Please reproduce the entries that follow without a single difference.

**AVAILABLE DATA**
[Start of Attachment]

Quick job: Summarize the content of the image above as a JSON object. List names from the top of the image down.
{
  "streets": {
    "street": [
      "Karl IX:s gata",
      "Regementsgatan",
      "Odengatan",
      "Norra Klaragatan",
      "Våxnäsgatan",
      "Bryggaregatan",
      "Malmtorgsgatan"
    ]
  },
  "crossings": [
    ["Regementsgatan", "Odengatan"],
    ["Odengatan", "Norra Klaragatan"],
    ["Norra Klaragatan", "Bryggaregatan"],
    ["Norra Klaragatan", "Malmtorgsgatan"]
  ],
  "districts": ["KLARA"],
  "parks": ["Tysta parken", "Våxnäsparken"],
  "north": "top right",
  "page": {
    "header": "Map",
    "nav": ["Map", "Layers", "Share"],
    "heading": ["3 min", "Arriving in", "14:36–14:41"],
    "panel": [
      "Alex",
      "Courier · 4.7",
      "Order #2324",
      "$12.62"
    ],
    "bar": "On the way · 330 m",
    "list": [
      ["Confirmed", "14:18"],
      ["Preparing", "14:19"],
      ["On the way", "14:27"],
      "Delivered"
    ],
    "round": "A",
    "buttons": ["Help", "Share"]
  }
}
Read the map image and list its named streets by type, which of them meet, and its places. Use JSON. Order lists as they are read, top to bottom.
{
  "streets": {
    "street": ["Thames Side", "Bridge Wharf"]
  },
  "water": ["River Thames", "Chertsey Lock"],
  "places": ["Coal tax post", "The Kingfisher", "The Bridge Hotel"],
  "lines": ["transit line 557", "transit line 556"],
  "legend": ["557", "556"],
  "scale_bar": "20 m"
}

[End of Attachment]

**WRITTEN SOLUTION**
Quick job: Summarize the content of the image above as a JSON object. List names from the top of the image down.
{
  "streets": {
    "street": [
      "Karl IX:s gata",
      "Regementsgatan",
      "Odengatan",
      "Norra Klaragatan",
      "Våxnäsgatan",
      "Bryggaregatan",
      "Malmtorgsgatan"
    ]
  },
  "crossings": [
    ["Regementsgatan", "Odengatan"],
    ["Odengatan", "Norra Klaragatan"],
    ["Norra Klaragatan", "Bryggaregatan"],
    ["Norra Klaragatan", "Malmtorgsgatan"]
  ],
  "districts": ["KLARA"],
  "parks": ["Tysta parken", "Våxnäsparken"],
  "north": "top right",
  "page": {
    "header": "Map",
    "nav": ["Map", "Layers", "Share"],
    "heading": ["3 min", "Arriving in", "14:36–14:41"],
    "panel": [
      "Alex",
      "Courier · 4.7",
      "Order #2324",
      "$12.62"
    ],
    "bar": "On the way · 330 m",
    "list": [
      ["Confirmed", "14:18"],
      ["Preparing", "14:19"],
      ["On the way", "14:27"],
      "Delivered"
    ],
    "round": "A",
    "buttons": ["Help", "Share"]
  }
}
Read the map image and list its named streets by type, which of them meet, and its places. Use JSON. Order lists as they are read, top to bottom.
{
  "streets": {
    "street": ["Thames Side", "Bridge Wharf"]
  },
  "water": ["River Thames", "Chertsey Lock"],
  "places": ["Coal tax post", "The Kingfisher", "The Bridge Hotel"],
  "lines": ["transit line 557", "transit line 556"],
  "legend": ["557", "556"],
  "scale_bar": "20 m"
}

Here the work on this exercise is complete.